> **Work instruction**: Lines from the first one down to the one containing "translate:-50% -50%; white-space:nowrap;" in the data below are the only ones needed; please return them exactly, both ends included.

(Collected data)
<<<<

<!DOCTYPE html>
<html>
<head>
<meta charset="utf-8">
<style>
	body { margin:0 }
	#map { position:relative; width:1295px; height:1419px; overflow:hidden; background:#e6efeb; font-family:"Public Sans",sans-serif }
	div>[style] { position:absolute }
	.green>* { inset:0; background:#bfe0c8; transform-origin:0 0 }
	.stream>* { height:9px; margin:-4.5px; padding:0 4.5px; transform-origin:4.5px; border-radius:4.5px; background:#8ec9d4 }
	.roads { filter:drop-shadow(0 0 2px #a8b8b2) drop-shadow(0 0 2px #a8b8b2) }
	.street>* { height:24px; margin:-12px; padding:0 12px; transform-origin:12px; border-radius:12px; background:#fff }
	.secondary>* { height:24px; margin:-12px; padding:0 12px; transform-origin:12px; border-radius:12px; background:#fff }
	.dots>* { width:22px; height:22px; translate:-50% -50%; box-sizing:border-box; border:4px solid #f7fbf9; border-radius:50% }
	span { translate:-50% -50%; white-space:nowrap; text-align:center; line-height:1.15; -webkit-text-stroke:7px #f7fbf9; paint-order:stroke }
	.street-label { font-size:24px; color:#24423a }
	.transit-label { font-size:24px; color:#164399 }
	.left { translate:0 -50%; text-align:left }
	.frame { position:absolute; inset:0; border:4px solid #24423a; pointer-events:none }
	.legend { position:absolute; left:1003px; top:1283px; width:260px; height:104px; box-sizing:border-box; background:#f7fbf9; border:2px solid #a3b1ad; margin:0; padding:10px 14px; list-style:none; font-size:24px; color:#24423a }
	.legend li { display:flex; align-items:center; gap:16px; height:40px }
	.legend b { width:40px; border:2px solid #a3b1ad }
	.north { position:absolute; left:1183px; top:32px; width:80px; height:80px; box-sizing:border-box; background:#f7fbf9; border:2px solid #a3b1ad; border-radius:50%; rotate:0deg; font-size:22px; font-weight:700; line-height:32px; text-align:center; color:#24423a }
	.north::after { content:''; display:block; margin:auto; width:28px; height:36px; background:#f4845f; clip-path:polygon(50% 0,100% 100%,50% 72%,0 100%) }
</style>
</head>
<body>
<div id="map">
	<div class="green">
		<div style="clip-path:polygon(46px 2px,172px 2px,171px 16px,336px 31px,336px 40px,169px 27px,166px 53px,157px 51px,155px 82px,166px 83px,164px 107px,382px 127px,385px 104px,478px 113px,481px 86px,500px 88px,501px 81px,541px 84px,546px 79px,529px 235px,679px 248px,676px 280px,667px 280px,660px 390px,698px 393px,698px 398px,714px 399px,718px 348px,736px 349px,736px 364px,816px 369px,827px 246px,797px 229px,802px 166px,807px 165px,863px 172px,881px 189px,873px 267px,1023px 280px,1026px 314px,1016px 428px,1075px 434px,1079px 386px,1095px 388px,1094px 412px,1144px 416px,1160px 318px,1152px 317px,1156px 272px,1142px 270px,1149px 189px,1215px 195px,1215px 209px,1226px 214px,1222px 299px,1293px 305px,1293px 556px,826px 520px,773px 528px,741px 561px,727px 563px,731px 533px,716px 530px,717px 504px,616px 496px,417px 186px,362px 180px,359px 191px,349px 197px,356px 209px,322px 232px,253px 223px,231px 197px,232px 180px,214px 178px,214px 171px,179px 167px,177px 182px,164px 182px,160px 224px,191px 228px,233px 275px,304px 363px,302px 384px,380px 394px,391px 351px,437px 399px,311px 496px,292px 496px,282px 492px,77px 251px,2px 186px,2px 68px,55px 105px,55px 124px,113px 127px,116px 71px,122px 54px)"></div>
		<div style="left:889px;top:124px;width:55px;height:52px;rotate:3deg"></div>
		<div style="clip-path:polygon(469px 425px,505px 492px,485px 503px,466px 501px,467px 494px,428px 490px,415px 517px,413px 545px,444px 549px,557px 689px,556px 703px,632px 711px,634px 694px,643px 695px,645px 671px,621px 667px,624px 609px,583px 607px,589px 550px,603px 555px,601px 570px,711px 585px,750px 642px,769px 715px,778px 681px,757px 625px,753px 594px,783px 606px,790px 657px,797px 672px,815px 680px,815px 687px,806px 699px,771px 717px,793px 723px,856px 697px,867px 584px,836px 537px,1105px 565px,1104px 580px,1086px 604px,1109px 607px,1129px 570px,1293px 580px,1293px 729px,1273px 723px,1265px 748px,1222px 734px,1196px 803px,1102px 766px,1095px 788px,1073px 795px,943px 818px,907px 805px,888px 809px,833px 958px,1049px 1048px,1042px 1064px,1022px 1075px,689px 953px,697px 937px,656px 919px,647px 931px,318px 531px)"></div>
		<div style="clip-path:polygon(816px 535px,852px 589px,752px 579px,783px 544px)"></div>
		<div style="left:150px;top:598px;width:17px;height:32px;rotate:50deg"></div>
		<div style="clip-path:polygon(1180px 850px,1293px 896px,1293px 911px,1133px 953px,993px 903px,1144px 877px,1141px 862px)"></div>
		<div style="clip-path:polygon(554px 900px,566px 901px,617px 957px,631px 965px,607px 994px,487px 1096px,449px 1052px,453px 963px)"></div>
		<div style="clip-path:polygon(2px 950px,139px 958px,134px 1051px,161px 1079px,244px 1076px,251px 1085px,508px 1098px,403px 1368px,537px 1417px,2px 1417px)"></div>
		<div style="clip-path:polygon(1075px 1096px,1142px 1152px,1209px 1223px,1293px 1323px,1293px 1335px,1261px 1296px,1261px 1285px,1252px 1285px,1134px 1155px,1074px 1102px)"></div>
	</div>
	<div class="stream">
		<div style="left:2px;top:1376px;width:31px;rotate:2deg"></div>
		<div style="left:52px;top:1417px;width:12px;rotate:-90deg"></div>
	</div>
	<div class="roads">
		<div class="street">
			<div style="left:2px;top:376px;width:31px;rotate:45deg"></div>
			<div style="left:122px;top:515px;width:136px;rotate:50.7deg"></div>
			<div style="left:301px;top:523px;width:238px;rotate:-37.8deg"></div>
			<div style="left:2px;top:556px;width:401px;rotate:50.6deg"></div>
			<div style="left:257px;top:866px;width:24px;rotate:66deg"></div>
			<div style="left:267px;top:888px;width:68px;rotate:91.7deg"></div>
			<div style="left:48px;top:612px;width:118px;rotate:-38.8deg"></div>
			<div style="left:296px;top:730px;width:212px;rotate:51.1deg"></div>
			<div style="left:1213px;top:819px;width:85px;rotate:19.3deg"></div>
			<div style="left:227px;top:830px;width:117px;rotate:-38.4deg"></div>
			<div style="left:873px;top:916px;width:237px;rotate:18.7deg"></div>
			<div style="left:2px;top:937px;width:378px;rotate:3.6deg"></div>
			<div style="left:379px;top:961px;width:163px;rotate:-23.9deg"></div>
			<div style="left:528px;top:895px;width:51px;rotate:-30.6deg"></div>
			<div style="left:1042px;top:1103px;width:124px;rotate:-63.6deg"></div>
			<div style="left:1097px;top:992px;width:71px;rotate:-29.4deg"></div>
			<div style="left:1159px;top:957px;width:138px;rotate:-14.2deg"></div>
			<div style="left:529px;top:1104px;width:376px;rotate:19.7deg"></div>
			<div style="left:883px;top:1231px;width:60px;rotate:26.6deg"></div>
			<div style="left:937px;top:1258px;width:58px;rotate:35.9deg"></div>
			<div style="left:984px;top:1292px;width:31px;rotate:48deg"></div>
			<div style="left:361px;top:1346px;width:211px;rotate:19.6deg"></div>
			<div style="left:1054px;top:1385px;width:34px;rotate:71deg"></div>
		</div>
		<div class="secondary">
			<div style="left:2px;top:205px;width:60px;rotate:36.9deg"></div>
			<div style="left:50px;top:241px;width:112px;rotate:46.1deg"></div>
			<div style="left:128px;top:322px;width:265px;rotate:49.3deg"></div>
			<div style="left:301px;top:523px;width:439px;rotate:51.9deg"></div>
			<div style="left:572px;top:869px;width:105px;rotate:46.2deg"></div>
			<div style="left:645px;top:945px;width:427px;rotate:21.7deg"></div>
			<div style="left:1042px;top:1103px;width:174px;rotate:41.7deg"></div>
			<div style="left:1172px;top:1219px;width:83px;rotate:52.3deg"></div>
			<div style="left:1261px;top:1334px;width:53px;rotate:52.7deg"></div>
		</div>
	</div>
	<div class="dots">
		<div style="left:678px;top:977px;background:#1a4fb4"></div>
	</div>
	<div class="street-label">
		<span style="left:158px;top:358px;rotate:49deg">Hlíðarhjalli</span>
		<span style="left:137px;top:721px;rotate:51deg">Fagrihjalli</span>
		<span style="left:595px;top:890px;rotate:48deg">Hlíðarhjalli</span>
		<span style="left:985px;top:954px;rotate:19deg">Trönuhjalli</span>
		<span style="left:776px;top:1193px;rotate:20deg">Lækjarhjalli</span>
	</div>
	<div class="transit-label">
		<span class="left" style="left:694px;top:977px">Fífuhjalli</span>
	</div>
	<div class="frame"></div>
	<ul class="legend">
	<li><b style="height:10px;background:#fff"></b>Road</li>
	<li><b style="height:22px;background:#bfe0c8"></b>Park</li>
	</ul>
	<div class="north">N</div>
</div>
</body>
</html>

>>>>

> **Written reply**:
<!DOCTYPE html>
<html>
<head>
<meta charset="utf-8">
<style>
	body { margin:0 }
	#map { position:relative; width:1295px; height:1419px; overflow:hidden; background:#e6efeb; font-family:"Public Sans",sans-serif }
	div>[style] { position:absolute }
	.green>* { inset:0; background:#bfe0c8; transform-origin:0 0 }
	.stream>* { height:9px; margin:-4.5px; padding:0 4.5px; transform-origin:4.5px; border-radius:4.5px; background:#8ec9d4 }
	.roads { filter:drop-shadow(0 0 2px #a8b8b2) drop-shadow(0 0 2px #a8b8b2) }
	.street>* { height:24px; margin:-12px; padding:0 12px; transform-origin:12px; border-radius:12px; background:#fff }
	.secondary>* { height:24px; margin:-12px; padding:0 12px; transform-origin:12px; border-radius:12px; background:#fff }
	.dots>* { width:22px; height:22px; translate:-50% -50%; box-sizing:border-box; border:4px solid #f7fbf9; border-radius:50% }
	span { translate:-50% -50%; white-space:nowrap; text-align:center; line-height:1.15; -webkit-text-stroke:7px #f7fbf9; paint-order:stroke }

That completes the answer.